In 1993, we changed our surgical methods from subtotal PTx to total PTx with autotransplantation. However, the recurrence of hyperparathyroidism (iPTH ≥ 200 pg/mL) accompanied by high phosphorus levels was frequent (unpublished data). Thus, we changed again the surgical procedure to total PTx without autotransplantation in 1998. Complete excision of parathyroid glands is difficult, because of their variation among individuals, such as abnormal locations and existence of accessory glands [28]. Even in patients whom we deemed to have completed total PTx without autotransplantation, a minute amount of PTH could still be measured. This may be caused by another source of parathyroid hormone besides parathyroid glands, as shown in a mouse study [29]. For these reasons, total PTx (excision of more than 4 glands) without autotransplantation [30, 31] is judged to be a practical method for treating SHPT.

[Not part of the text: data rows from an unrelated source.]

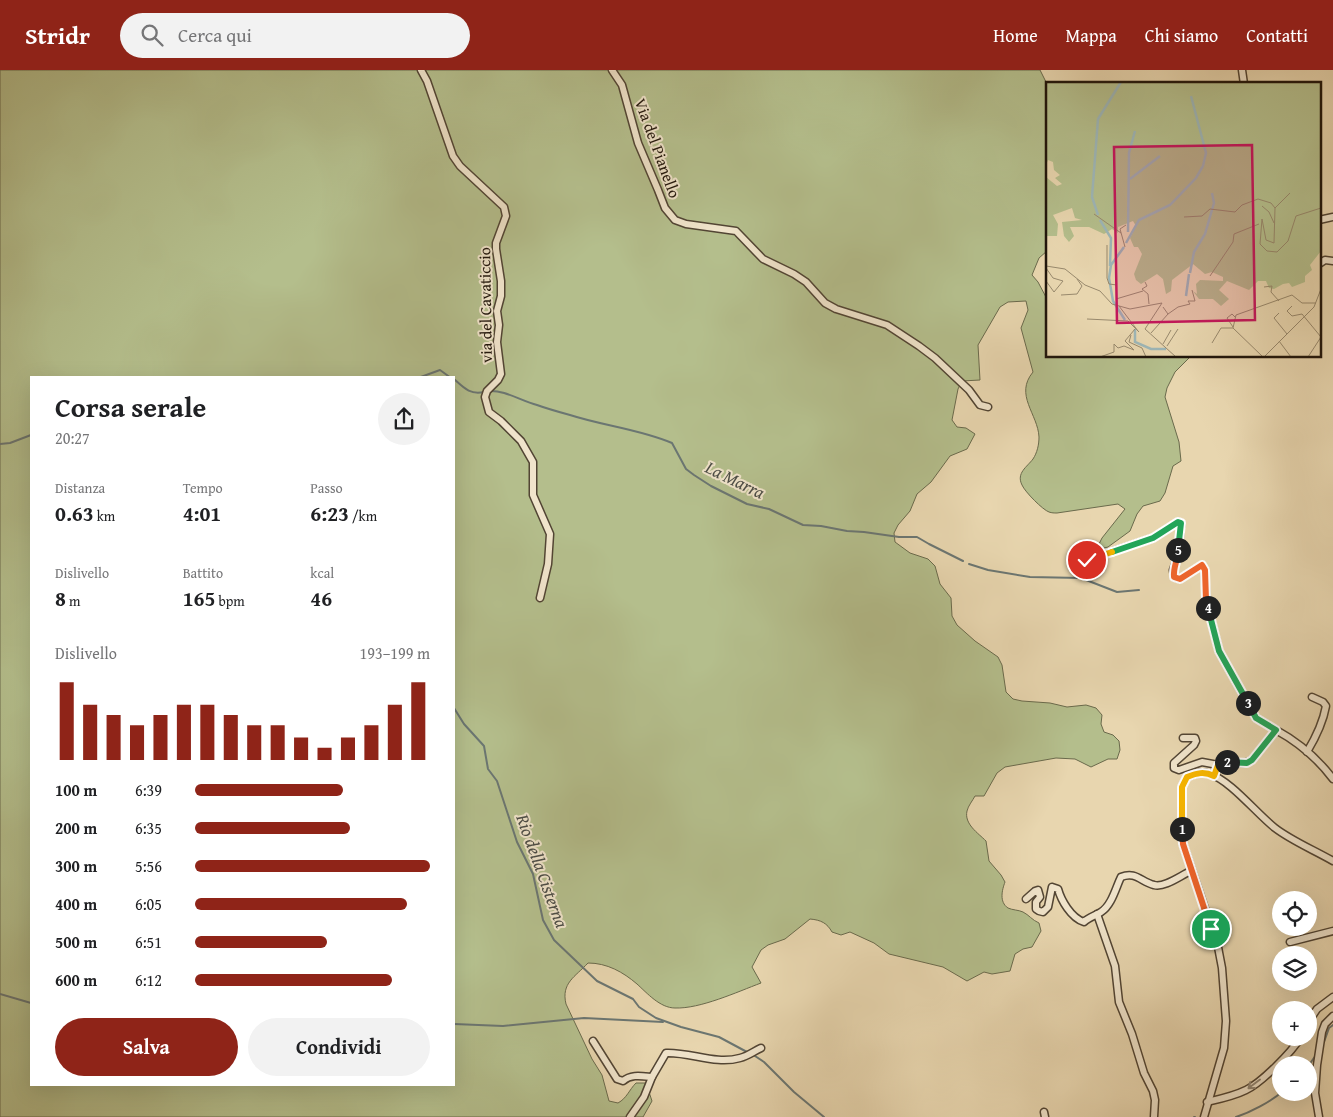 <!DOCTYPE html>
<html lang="it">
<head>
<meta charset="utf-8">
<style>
  body { margin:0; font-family:"Gentium Book Plus",serif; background:#f2f2f2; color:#202124; height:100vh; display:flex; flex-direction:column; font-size:19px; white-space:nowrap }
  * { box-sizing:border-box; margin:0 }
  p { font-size:16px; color:#757577 }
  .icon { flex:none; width:28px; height:28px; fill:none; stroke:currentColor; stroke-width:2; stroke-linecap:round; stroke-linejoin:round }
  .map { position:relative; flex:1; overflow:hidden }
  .side { position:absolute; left:30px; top:306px; width:425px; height:710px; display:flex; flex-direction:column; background:#fff; border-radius:0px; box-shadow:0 5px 20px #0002 }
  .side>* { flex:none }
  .buttons { position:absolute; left:1272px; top:821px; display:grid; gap:10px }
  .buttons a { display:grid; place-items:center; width:45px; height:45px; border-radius:50%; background:#fff; box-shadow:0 5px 20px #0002; font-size:25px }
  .pin { position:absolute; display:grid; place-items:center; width:42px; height:42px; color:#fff; margin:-21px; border:2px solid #fff; border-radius:50%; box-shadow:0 1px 5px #0007 }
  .km { position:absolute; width:25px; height:25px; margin:-12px; border-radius:50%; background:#222; color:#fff; font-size:14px; line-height:25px; text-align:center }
  .round { display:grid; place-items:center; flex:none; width:52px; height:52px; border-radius:26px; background:#f2f2f2 }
  .overview { display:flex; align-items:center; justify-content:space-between; height:85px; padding:0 25px }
  h1 { font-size:28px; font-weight:700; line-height:38px }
  .figures { display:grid; grid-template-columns:repeat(3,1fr); gap:8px; height:85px; padding:5px 25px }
  .figures div { display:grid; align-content:center }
  .figures b { font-size:21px; font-weight:700 }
  .figures small { font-size:14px; font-weight:400 }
  .figures p { font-size:14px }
  .chart { height:140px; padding:10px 25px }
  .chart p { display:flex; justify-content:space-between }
  .chart svg { width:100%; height:90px; margin-top:5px; stroke:#8f2418; stroke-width:6 }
  .button { display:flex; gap:10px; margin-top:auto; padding:10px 25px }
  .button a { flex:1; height:58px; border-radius:30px; background:#8f2418; color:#fff; font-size:20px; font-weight:700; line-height:58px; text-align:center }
  .button a+a { background:#f2f2f2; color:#202124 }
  ul { padding:0 25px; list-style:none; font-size:16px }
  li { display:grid; grid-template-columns:80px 60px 1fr; align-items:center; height:38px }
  li i { height:12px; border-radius:6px; background:#8f2418 }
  header { display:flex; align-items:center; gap:30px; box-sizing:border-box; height:70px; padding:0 25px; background:#8f2418; color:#fff }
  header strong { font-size:24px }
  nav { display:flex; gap:28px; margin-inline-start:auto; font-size:18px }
  .search { width:350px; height:45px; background:#f2f2f2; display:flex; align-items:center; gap:12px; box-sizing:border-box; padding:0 18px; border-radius:28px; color:#757577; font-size:19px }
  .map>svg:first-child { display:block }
  .green { fill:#b4be8c; stroke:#6a6a4c; fill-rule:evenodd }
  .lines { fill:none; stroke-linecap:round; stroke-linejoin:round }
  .stream { stroke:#6b7672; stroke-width:2 }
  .minor-casing { stroke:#524534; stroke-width:9 }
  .minor { stroke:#f0e4cb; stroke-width:6 }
  .oneway { stroke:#928775 }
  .split-1-casing { stroke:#fff; stroke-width:10 }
  .split-2-casing { stroke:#fff; stroke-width:10 }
  .split-3-casing { stroke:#fff; stroke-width:10 }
  .split-4-casing { stroke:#fff; stroke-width:10 }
  .split-5-casing { stroke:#fff; stroke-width:10 }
  .split-6-casing { stroke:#fff; stroke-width:10 }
  .split-7-casing { stroke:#fff; stroke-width:10 }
  .split-1 { stroke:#f0652b; stroke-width:6 }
  .split-2 { stroke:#f5b400; stroke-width:6 }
  .split-3 { stroke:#22a559; stroke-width:6 }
  .split-4 { stroke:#22a559; stroke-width:6 }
  .split-5 { stroke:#f0652b; stroke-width:6 }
  .split-6 { stroke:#22a559; stroke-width:6 }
  .split-7 { stroke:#f5b400; stroke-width:6 }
  .labels { text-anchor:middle; stroke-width:4; stroke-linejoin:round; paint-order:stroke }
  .street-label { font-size:16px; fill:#20150b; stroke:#f0e4cb }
  .water-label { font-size:18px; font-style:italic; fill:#4c4d47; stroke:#f0e4cb }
  .inset-river { fill:none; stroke:#9db6b7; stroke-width:2.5 }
  .inset-road { fill:none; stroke:#98896d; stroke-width:1 }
  .view { fill:#c2185b; fill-opacity:0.15; stroke:#c2185b; stroke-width:2.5 }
  .inset-edge { fill:none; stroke:#20150b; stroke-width:2.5 }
</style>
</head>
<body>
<header>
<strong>Stridr</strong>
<div class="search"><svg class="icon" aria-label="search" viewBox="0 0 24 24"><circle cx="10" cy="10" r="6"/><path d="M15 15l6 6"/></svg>Cerca qui</div>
<nav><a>Home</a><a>Mappa</a><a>Chi siamo</a><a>Contatti</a></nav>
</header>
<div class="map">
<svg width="1333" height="1047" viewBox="0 0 1333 1047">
  <rect width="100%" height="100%" fill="#e8d6af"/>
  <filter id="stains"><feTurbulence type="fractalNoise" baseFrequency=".004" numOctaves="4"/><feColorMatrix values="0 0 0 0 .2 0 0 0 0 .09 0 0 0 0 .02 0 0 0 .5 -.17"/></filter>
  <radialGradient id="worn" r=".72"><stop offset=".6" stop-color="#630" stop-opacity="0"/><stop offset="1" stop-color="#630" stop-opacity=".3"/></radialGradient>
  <path class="green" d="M0,0h1040l7,14v167l-8,7 -7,17 6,7 9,17v57h144l-16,16 -8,16 -2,9 14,45 2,19 -8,5 -8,27 -5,8 -17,5 -6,8 -7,17 -22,16 -12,3 6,-12 23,-29 -7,-5 -61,9c-3,0 -5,0 -8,-1 -6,-2 -24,-20 -27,-27 -6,-12 5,-18 11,-26 4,-6 6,-14 6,-22 -1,-23 -25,-42 -6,-65l-12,-44 7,-18 -2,-9 -18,1 -8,5 -22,38 2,35 -18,1 -4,8 -6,31 5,7 9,1 9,6 -8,15 -17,7 -19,26 -14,12 -7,17 -12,14 -4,8 1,9 15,11 18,6 7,7 5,18 11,14 1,18 5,9 18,16 23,16 4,8 4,27 7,7 9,2 28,2 17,4 19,-2 10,3 6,7 -1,9 3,8 9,3 6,6 1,9 -3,9h-9l-17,8 -16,-8 -19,-1 -51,9 -8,6 -13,23h-9c-2,4 -7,10 -8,15 -3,13 11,22 19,30l3,20 12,14 4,7c-3,8 -6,20 3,26 4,2 11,2 15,4 6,3 9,8 16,11l2,8 -9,16 -9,2 -8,5 -5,17 -18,3 -8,-2 -17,9 -24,-14 -54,-13 -15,-11 -24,-11 -9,3 -9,-3c-5,-9 -11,-12 -22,-13l-25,20 -17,6 -7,5 -9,17 9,16c-24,9 -61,26 -86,25 -15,0 -28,-15 -38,-24 -14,-12 -30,-21 -49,-21 -13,14 -27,20 -22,41l26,55 10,16 7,26 9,2c9,-5 11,-13 18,-20h10l6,18 -9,16h-643zM31,308h423v707h-423z"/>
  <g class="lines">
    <g class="stream">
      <path d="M418,308l22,-8 11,8"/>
      <path d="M454,309c10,9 16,16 30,13"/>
      <path d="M489,321c16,-1 32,10 48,14 11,4 22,7 33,10 34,11 69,14 102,28l14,26 8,6 17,11 36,18 22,5 34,16 18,1 26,5 17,1 35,5h18l12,7 34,17"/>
      <path d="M0,374l10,-1 21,-8"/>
      <path d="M969,494l19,6 42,7 51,1 36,14 22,-2"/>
      <path d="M454,638l10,16 20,22 4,23 9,12 20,61 16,32 10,46 11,20 43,41 36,18 6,8 17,11 25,9 38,10 28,15"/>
      <path d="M0,924l31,9"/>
      <path d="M454,954l49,2 81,-8 79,4"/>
      <path d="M1324,972l5,-14 4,-3"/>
      <path d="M752,984l12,8 30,30 30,25"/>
      <path d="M1309,995l7,-10"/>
      <path d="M1194,1047h1"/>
      <path d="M1236,1047c15,-5 34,-15 46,-25"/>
    </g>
    <defs>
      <g id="minor">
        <path d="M421,0l6,11 26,75 7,10 44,41 2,9 -10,27v6l5,32v15l-4,15 2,14 -2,17 4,32 -3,6 -11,11 -2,6 4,15 12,9 20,20 12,21v33l17,39 -2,30 -8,34"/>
        <path d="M612,0l10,15 16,58 20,47 7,18 10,12 11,4 50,7 27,28 31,15 12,8 19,21 11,6 51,16 32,21 16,12 34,32 11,15 8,2"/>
        <path d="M1242,0l2,14"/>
        <path d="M1319,150l14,-3"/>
        <path d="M1319,194l6,-4 8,1"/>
        <path d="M1093,477l-6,13 66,-22 25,-16 3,1 -3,33 -5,14 1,7 6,2 22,-14 3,5 1,30 13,51 37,67 20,12"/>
        <path d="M1183,668h12l1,3 -2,4 -20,18v5l5,2 23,-8 16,3 -3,11"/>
        <path d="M1307,682c9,-15 16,-29 19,-46l-3,-4 -11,-5"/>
        <path d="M1218,695c10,-6 23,2 34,-5l24,-30c22,12 42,29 57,49"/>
        <path d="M1026,829l9,-8 3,-1 2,7 -4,5v7l3,2 4,1 5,-5 4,-20 6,2c3,11 13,29 26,33 5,-5 11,-6 17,-10 11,-7 15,-25 20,-35 15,-6 20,5 33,8 11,3 27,-10 37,-14"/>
        <path d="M1097,844l18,52 4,36 13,32 12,39 9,18 2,9 -1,17"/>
        <path d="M1290,872l43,-11"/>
        <path d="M1309,951l8,-12 16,-12"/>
        <path d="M593,971l24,38 6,2c8,-7 18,-5 29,-4l14,-24c25,-1 49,12 74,5 8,-2 14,-7 21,-10"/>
        <path d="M1207,1032c13,-3 27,-6 39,-12 15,-7 46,-38 54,-52"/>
        <path d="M1044,1042l1,5"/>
        <path d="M630,1047l14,-20 8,-20"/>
        <path d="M1204,1047l20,-69 2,-27 -4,-53 -4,-21 -35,-103 -1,-57 5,-10c8,-3 14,-6 23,-3 21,7 46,39 65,54 17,13 39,22 58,33"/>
        <path d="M1319,1047l-4,-24 2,-28 5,-33 3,-8 8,-8"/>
      </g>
    </defs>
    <use href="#minor" class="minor-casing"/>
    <use href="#minor" class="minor"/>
  </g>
  <defs><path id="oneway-shaft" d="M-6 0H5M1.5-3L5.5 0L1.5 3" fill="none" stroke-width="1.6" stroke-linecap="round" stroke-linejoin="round" transform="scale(1.25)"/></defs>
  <use class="oneway" href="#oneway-shaft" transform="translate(1254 1014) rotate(143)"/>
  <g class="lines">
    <defs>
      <path id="split-1" d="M1182,759l1,15 28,85"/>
      <path id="split-2" d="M1182,759v-42l5,-10c10,-4 17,-6 27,-1l4,-11 5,-3h4"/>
      <path id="split-3" d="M1227,692l20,1 5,-3 24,-30 -20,-12 -8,-15"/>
      <path id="split-4" d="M1208,538l11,43 29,52"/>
      <path id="split-5" d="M1178,480c0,10 -5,17 -4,27l6,2 22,-14 3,5 1,30 2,8"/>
      <path id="split-6" d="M1112,482l41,-14 25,-16 3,1 -3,27"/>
      <path id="split-7" d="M1087,490l25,-8"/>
    </defs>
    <use href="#split-1" class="split-1-casing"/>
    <use href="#split-2" class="split-2-casing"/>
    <use href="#split-3" class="split-3-casing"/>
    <use href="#split-4" class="split-4-casing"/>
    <use href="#split-5" class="split-5-casing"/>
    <use href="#split-6" class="split-6-casing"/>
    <use href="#split-7" class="split-7-casing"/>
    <use href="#split-1" class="split-1"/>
    <use href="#split-2" class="split-2"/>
    <use href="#split-3" class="split-3"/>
    <use href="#split-4" class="split-4"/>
    <use href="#split-5" class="split-5"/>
    <use href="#split-6" class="split-6"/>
    <use href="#split-7" class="split-7"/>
  </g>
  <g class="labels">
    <g class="street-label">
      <text transform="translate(658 78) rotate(70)" y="6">Via del Pianello</text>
      <text transform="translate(485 235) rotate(-91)" y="6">via del Cavaticcio</text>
    </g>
    <g class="water-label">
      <text transform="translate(735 410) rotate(26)" y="6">La Marra</text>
      <text transform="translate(542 801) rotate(70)" y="6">Rio della Cisterna</text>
    </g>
  </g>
  <g transform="translate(1046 12)">
    <rect width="275" height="275" fill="#e8d6af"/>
    <path d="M0,0h275v169l-11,14 2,5 -7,6v6l-13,5 -3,-4 -6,1 -9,5 -5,-1 -3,-7h-8l-9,9 -22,-9 -8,9 10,9 -8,7 -8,-7h-14l-6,-8 4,3 -1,-10 4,-4 23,1v-4l-11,-5 -7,2 -12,-10 -21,16 -1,11 -5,3 -3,-15 -6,-5 -16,10 -5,-4 -2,-6 8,-20 -4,-7h-4l-4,-9 6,-12 -3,-5 -15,6v6l-6,-4 -8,5 -15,-7h-19l4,9 -5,6 -5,-6 -2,-14 20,-2 -7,-2 -3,-10 -19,7 5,9 -1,12h-11v-59l11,9 5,-2 -7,-6 5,-3 -6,-5 -1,-8 -5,-2 -2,5z" fill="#b4be8c"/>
    <path class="inset-river" d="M84,97l30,-23M52,133l-6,-18 6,-78 23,-37M54,138l11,18 -1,28M82,150l1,-79 6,-22M80,161l13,-23 31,-15 26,-27 7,-12 3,-13 -15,-57M78,165l-13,18 -2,13 4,23 12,19M144,191l4,-21 11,-18 9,-31 -2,-10M140,214l3,-22M89,247v13l16,7h15"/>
    <path class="inset-road" d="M216,124l7,6 5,11M48,132l27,19M138,135l18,-1 8,-7 25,3 7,-7 16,-6 13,4 4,5M216,137l-2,25 7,7 10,1 11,-11 8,-25 25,-8M216,137l4,21 8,3 1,-35 15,-15M61,163v33l2,6 8,1M79,165l-5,-18 6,-4M0,184l19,3 20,16 15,6 12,13 18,5 32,-6 -17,26 31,28M0,186l7,10 10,3 -9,11 -8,-11M164,194l23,-34 1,-8 25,-10M99,200l2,4 -5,3 6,5 1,10M218,205l8,-1 -1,6 8,9M15,213l16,-1 5,-8 -5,-7M70,217l27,-8M73,224l19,25M246,224l-5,5 5,5 10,-2 19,23M233,231l-5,5 13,16M122,232l10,-7 12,-3 -2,-3h7l-3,-11M41,237l41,2 11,11M187,245l-6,-9 5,-4 3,3M105,251l17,-19 -5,-7M85,253l-2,7 13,6 4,9M233,259l12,16M166,261l9,-15h12M117,262l8,-14M121,264l11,-17M54,275l14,-5v-8l4,4 6,-2 10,4 -9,-9 10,-12M217,275l-30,-29 3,-13 56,-20 10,8h14M218,275l50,-50 7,-18M262,275l13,-20"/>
    <path class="view" d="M206,63l3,175 -138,3 -3,-176z"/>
    <rect width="275" height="275" class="inset-edge"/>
  </g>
  <rect width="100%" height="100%" filter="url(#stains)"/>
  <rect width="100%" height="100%" fill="url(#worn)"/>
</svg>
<div class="buttons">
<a><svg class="icon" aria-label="locate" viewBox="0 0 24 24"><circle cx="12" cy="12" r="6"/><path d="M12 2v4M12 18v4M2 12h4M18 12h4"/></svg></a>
<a><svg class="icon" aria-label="layers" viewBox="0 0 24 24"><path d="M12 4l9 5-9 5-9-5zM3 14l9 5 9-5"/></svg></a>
<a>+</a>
<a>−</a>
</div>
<div class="pin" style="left:1211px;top:859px;background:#1e9e55"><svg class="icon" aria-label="arrive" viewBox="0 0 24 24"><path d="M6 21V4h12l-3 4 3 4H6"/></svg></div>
<div class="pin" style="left:1087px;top:490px;background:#d93025"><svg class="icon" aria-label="check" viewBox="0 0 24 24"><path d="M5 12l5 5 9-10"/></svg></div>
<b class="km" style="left:1182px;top:759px">1</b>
<b class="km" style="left:1227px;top:692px">2</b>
<b class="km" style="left:1248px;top:633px">3</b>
<b class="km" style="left:1208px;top:538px">4</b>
<b class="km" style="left:1178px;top:480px">5</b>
<section class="side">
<div class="overview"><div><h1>Corsa serale</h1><p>20:27</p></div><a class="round"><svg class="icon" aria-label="share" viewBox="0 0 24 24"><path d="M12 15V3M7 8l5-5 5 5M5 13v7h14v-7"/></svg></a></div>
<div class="figures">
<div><p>Distanza</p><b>0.63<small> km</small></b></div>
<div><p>Tempo</p><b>4:01</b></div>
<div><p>Passo</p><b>6:23<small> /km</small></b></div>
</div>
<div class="figures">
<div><p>Dislivello</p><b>8<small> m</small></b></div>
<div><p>Battito</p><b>165<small> bpm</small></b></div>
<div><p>kcal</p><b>46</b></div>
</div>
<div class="chart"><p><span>Dislivello</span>193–199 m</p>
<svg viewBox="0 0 160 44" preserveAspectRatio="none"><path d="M5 44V6M15 44V17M25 44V22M35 44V27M45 44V22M55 44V17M65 44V17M75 44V22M85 44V27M95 44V27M105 44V33M115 44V38M125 44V33M135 44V27M145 44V17M155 44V6"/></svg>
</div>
<ul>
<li><b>100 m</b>6:39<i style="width:63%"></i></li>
<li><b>200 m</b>6:35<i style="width:66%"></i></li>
<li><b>300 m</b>5:56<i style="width:100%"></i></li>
<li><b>400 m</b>6:05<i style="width:90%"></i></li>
<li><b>500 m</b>6:51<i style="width:56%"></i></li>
<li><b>600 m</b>6:12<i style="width:84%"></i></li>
</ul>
<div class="button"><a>Salva</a><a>Condividi</a></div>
</section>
</div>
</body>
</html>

The ratio of extirpation of more than 4 glands was 58.5 % in the high PTH group, which was significantly lower than that in the low PTH group (92.6 %, P < 0.001), and the iPTH day 6 and mean postoperative iPTH showed a strong correlation (Spearman ρ = 0.9007, P < 0.0001, y = 0.4725x + 30.395, R 2 = 0.51798). Therefore, the postoperative iPTH value seems to be sufficient to assess complete resection of the glands by PTx.

There are some limitations in the present study. First, the sample size was small, and the study was carried out retrospectively with a relatively short observation period of about 5 years. Second, this study did not clarify medications for patients suffering from cardiovascular disease and factors contributing to non-fatal cardiovascular disease. Third, VDRAs [32] and phosphate binders [33] could affect the prognosis, although they were not fully investigated. The low PTH group received very low doses of oral VDRAs (alfacalcidol 0.75–1.75 µg/week), while therapy in patients with persistently high PTH levels or postoperative recurrence (iPTH ≥ 200 pg/mL) was switched from oral administration of VDRAs to intravenous injections of VDRAs, concurrent administration of cinacalcet, or re-operation. Regarding phosphate binders, management of serum phosphorus has changed with release of non-calcium-containing binders (sevelamer hydrochloride in 2004 and lanthanum carbonate in 2009). Non-calcium-containing phosphate binders might have exerted an influence on the prognosis.

Despite various confounding factors, this study showed that the low PTH group had fewer cardiovascular deaths than the high PTH group. Further investigations on a large scale are required to clarify how the PTH level affects the prognosis after PTx and to define an optimal range of PTH.

Conclusion

The findings of the present study suggest the possibility that maintaining low PTH levels after PTx reduces cardiovascular mortality and improves the prognosis. Total PTx (more than 4 glands) without autotransplantation seems to be one of the options for managing severe SHPT.